• Task instructions
Scan the records for "body" and copy each line that contains it.

═══ Data records ═══

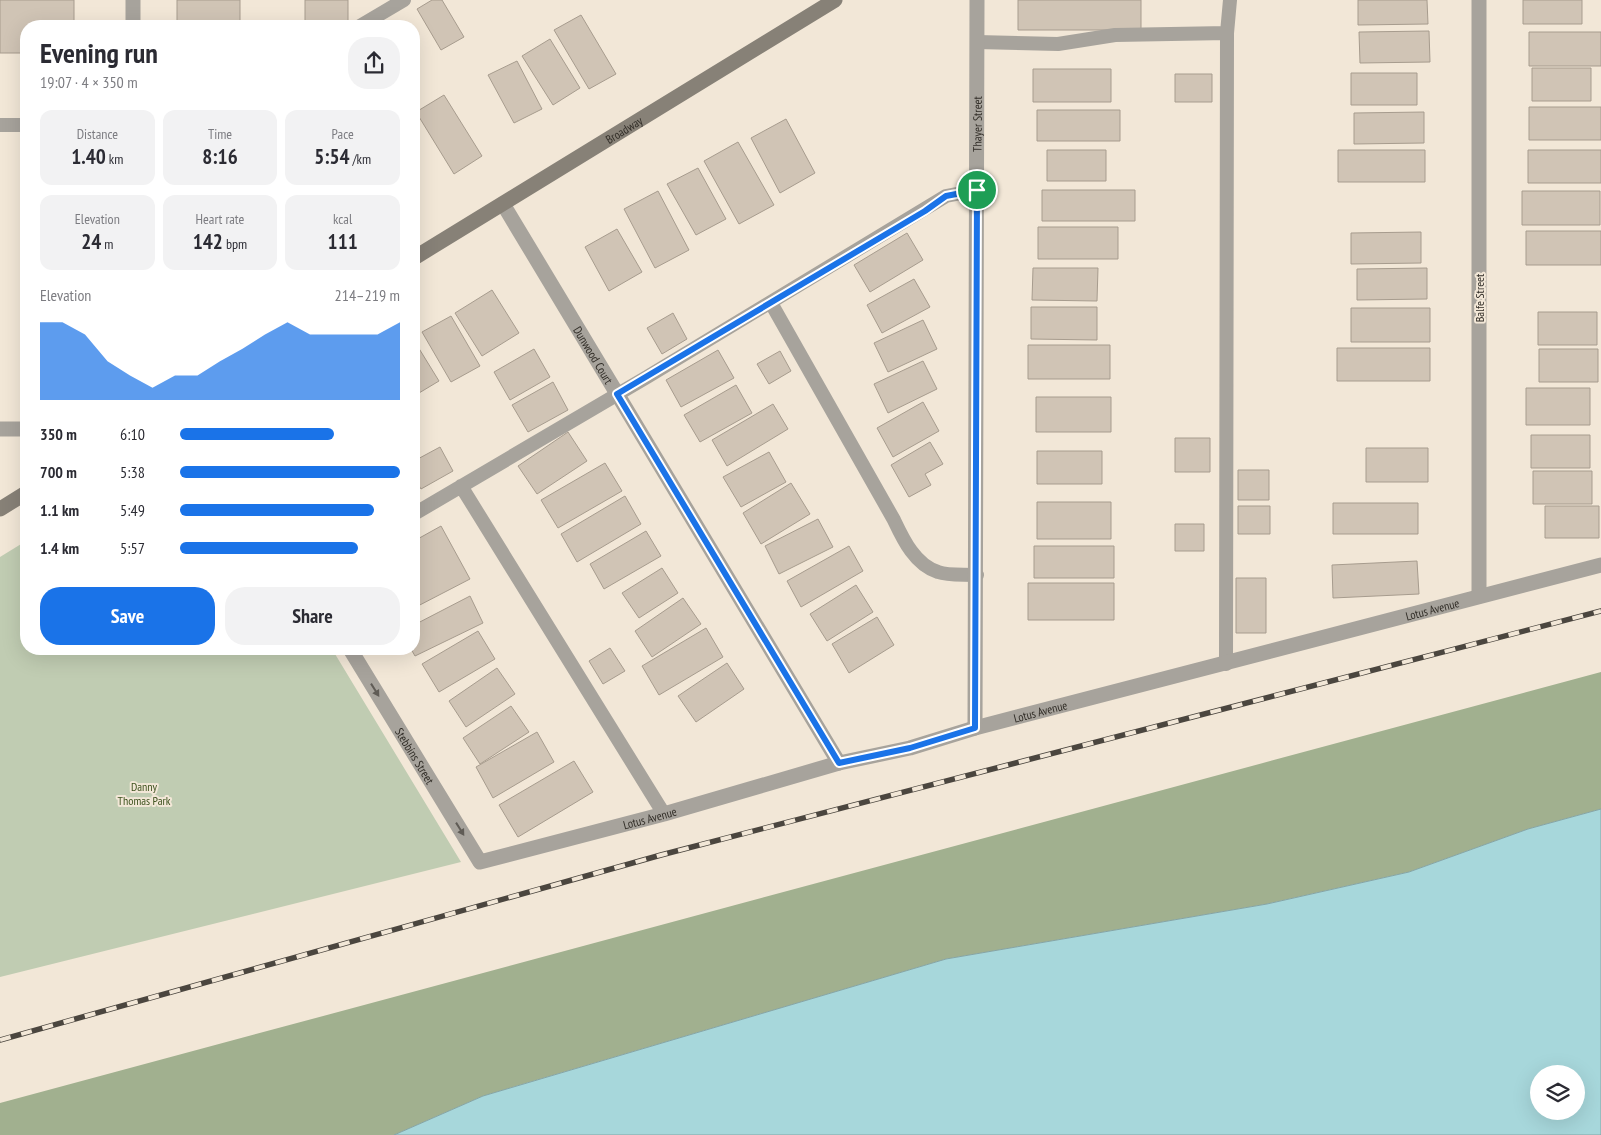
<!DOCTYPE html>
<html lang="en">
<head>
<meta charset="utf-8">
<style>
  :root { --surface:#fff; --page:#f2f2f3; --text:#2b2b33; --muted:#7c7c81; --accent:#1a73e8 }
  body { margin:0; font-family:"PT Sans Narrow",sans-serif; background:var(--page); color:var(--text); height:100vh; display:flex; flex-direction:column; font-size:19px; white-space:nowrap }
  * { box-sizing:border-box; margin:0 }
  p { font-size:16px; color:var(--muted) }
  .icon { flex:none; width:28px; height:28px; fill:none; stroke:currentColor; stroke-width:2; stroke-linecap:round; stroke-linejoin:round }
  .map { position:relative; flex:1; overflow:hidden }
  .side { position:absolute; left:20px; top:20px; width:400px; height:635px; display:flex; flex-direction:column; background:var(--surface); border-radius:20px; box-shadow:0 5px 20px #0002 }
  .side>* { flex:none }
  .controls { position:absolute; left:1530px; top:1065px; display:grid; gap:10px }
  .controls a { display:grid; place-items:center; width:55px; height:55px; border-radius:50%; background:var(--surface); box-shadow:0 5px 20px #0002; font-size:25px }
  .pin { position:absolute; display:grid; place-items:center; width:42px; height:42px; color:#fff; margin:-21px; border:2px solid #fff; border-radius:50%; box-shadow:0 1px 5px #0007 }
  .round { display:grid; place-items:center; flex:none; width:52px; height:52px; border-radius:20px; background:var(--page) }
  .overview { display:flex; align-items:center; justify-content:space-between; height:85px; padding:0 20px }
  h1 { font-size:28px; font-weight:700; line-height:38px }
  .stats { display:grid; grid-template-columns:repeat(3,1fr); gap:8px; height:85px; padding:5px 20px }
  .stats div { display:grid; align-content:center; border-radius:12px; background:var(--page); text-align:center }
  .stats b { font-size:21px; font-weight:700 }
  .stats small { font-size:14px; font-weight:400 }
  .stats p { font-size:14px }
  .chart { height:140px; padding:10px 20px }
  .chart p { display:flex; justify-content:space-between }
  .chart svg { width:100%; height:90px; margin-top:5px; fill:var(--accent); opacity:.7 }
  .action { display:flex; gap:10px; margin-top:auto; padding:10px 20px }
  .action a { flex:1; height:58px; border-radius:20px; background:var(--accent); color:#fff; font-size:20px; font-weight:700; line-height:58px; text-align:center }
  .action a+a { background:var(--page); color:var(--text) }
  ul { padding:0 20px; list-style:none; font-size:16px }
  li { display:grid; grid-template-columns:80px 60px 1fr; align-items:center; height:38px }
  li i { height:12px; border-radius:6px; background:var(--accent) }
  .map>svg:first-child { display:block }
  .green { fill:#c0ccb2 }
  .forest { fill:#a1b08f }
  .water { fill:#a7d7db; stroke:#84a4a5; fill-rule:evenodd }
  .building { fill:#d0c4b5; stroke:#a79c8e }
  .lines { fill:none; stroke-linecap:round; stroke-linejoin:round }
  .lane { stroke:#a7a39c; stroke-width:14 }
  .street { stroke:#a7a39c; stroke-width:15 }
  .secondary { stroke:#878177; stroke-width:15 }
  .rail-casing { stroke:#4b463f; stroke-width:5.5 }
  .rail { stroke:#f2e7d7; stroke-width:4; stroke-dasharray:11; stroke-linecap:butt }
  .oneway { fill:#605c56 }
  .route-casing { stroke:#fff; stroke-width:10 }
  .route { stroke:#1a73e8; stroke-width:6 }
  .labels { text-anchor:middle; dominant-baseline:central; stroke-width:4; stroke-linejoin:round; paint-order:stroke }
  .street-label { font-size:12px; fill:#312d27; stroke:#f2e7d7 }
  .park-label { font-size:12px; fill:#3d521e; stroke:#f2e7d7 }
</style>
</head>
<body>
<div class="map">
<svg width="1601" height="1135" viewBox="0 0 1601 1135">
  <rect width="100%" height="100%" fill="#f2e7d7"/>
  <path class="green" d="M26 541V649H332L461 862 0 977V557Z"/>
  <path class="forest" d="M1601 672V809L1528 829 1409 872 1267 904 946 959 483 1096 394 1135H0V1103Z"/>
  <path class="water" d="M1601 809V1135H394L483 1096 946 959 1267 904 1409 872 1528 829ZM1539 1074H1576V1111H1539Z"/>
  <path class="building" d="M0 0H74V26H26V53H0Z
    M177 0H240V26H177Z
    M305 0H348V25H305Z
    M432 0H442L464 37 441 50 417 9Z
    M1018 0H1141V30H1018Z
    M1358 0H1427L1428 24 1358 25Z
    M1523 0H1582V24H1523Z
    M581 15 616 74 589 89 554 30Z
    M1429 31 1430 62 1360 63 1359 32Z
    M1529 32H1601V66H1529Z
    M550 39 580 88 553 105 522 56Z
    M517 61 542 109 514 123 488 75Z
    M1532 68H1591V101H1532Z
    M1033 69H1111V102H1033Z
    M1351 73H1417V105H1351Z
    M1175 74H1212V102H1175Z
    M444 95 482 156 454 174 416 112Z
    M1529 107H1601V140H1529Z
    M1037 110H1120V141H1037Z
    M1424 112V143L1354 144V113Z
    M786 119 815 173 780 193 751 138Z
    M738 142 774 205 739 224 704 161Z
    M1047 150H1106V181H1047Z
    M1338 150H1425V182H1338Z
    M1528 150H1601V183H1528Z
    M698 168 726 219 696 235 667 184Z
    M1042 190H1135V221H1042Z
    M658 191 689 250 655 268 624 209Z
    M1522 191H1600V225H1522Z
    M1038 227H1118V259H1038Z
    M617 229 642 272 609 291 585 247Z
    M1526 231H1601V265H1526Z
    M1421 232V263L1351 264V233Z
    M907 233 923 260 870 292 854 265Z
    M1033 268H1098L1097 301 1032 300Z
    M1427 268V299L1357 300V269Z
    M914 279 930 307 882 333 867 305Z
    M492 290 519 333 482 356 455 313Z
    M1031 307H1097V340L1031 339Z
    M1351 308H1430V342H1351Z
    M1538 312H1597V345H1538Z
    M673 313 687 339 662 354 647 328Z
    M451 316 480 366 451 382 422 332Z
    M923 320 937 349 888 372 874 343Z
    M415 342 439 381 414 396V343Z
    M1028 345H1110V379H1028Z
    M1337 348H1430V381H1337Z
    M534 349 550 377 510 400 494 372Z
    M1539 349H1598V382H1539Z
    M718 350 734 378 681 407 666 380Z
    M780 351 791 371 769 384 757 364Z
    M923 361 937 389 888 413 874 384Z
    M553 382 568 410 528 432 512 405Z
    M736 385 752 413 700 442 684 415Z
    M1526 388H1590V425H1526Z
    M1036 397H1111V432H1036Z
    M923 402 939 431 893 457 877 428Z
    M773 404 788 429 727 466 712 440Z
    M568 432 587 461 537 494 518 466Z
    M1531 435H1590V468H1531Z
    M1175 438H1210V472H1175Z
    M930 442 943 464 925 474 931 485 909 497 891 465Z
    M440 447 453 471 421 489 414 477V461Z
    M1366 448H1428V482H1366Z
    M1037 451H1102V484H1037Z
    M769 452 786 482 741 507 723 477Z
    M605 463 622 491 558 528 541 500Z
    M1238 470H1269V500H1238Z
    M1533 471H1592V504H1533Z
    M791 483 810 514 761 544 743 513Z
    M625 496 641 524 577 562 561 534Z
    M1037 502H1111V539H1037Z
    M1333 503H1418V534H1333Z
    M1238 506H1270V534H1238Z
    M1545 506H1599V538H1545Z
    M818 519 833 547 779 574 765 546Z
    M1175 524H1204V551H1175Z
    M441 526 470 579 414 608V541Z
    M646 531 661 556 604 589 590 564Z
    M849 546 863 571 801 607 787 581Z
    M1034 546H1114V578H1034Z
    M1417 561 1419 594 1333 598 1332 565Z
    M662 568 678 593 639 618 622 593Z
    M1236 578H1266V633H1236Z
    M1028 583H1114V620H1028Z
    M856 585 873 612 827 641 810 614Z
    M470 596 483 623 415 656 411 649H414V625Z
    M683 598 701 624 652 657 635 631Z
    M877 617 894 645 849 673 832 644Z
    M706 628 723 657 659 695 642 666Z
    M478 631 495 659 439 692 422 664Z
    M610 648 625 671 603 684 589 661Z
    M727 663 744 689 696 722 678 696Z
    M497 668 515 694 466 727 449 701Z
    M511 706 529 732 480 764 463 738Z
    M537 732 554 762 493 798 476 767Z
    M574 761 593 792 518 837 499 805Z"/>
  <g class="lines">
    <path class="lane" d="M360 26 404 0
      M977 42 1058 44 1115 35 1227 33
      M0 125H26
      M771 303 894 520C903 539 915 565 938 572 949 576 964 574 977 575
      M461 486 664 814
      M414 514 647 377 946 196 977 190
      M1226 664 1227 33 1230 0"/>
    <g class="street">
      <path d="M1479 0V596"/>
      <path d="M133 26V0"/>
      <path id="s1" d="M503 204 839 763"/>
      <path d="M0 429H26"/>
      <path id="s2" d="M350 649 480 862 664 814 839 763 910 748 975 728 1601 565"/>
      <path id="s3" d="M975 728 977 0"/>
    </g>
    <g class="secondary">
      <path id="s4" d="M414 258 835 0"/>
      <path d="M0 509 26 493"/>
    </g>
    <g class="rail-casing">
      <path id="rail" d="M0 1040 661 855 1601 611"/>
    </g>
    <use href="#rail" class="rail"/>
  </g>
  <defs><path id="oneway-solid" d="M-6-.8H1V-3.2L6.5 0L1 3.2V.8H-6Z" transform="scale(1.25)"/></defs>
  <g class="oneway">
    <use href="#oneway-solid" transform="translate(375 690) rotate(58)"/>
    <use href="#oneway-solid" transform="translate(460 829) rotate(58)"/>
  </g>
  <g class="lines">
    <g class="route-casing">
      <path id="route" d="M977 190 975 728 910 748 839 763 617 394 925 211 946 196Z"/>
    </g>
    <use href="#route" class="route"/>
  </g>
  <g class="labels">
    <g class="street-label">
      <text stroke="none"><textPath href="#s3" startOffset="604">Thayer Street</textPath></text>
      <text stroke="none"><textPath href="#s4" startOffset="246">Broadway</textPath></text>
      <text transform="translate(1479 298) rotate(-90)">Balfe Street</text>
      <text stroke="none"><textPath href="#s1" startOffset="176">Dunwood Court</textPath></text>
      <text stroke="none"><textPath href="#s2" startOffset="1235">Lotus Avenue</textPath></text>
      <text stroke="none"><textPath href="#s2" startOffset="830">Lotus Avenue</textPath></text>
      <text stroke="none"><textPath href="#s2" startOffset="125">Stebbins Street</textPath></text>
      <text stroke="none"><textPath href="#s2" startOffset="425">Lotus Avenue</textPath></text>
    </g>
    <g class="park-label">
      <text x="144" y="786">Danny<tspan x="144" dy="14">Thomas Park</tspan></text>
    </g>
  </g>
</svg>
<div class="controls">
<a><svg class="icon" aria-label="layers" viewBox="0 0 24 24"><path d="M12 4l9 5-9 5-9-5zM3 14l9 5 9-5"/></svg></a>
</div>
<div class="pin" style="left:977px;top:190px;background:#1e9e55"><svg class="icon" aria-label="arrive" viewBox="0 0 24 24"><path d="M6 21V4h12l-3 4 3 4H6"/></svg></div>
<section class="side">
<div class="overview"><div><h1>Evening run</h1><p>19:07 · 4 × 350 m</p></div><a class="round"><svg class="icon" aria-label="share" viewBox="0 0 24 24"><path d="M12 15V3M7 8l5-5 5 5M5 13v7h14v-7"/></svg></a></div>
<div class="stats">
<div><p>Distance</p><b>1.40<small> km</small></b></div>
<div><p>Time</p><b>8:16</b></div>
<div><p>Pace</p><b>5:54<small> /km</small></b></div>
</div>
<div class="stats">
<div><p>Elevation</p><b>24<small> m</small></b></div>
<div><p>Heart rate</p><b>142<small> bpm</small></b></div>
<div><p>kcal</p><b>111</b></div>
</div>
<div class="chart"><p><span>Elevation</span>214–219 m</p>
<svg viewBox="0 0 160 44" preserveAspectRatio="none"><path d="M0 44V6L10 6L20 12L30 25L40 32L50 38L60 32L70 32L80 25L90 19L100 12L110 6L120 12L130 12L140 12L150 12L160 6V44z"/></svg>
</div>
<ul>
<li><b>350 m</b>6:10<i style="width:70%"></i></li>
<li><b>700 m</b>5:38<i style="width:100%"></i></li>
<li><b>1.1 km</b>5:49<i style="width:88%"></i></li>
<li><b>1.4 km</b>5:57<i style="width:81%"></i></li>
</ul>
<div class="action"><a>Save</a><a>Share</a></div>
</section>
</div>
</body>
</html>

═══

• Solution to the exercise
  body { margin:0; font-family:"PT Sans Narrow",sans-serif; background:var(--page); color:var(--text); height:100vh; display:flex; flex-direction:column; font-size:19px; white-space:nowrap }
<body>
</body>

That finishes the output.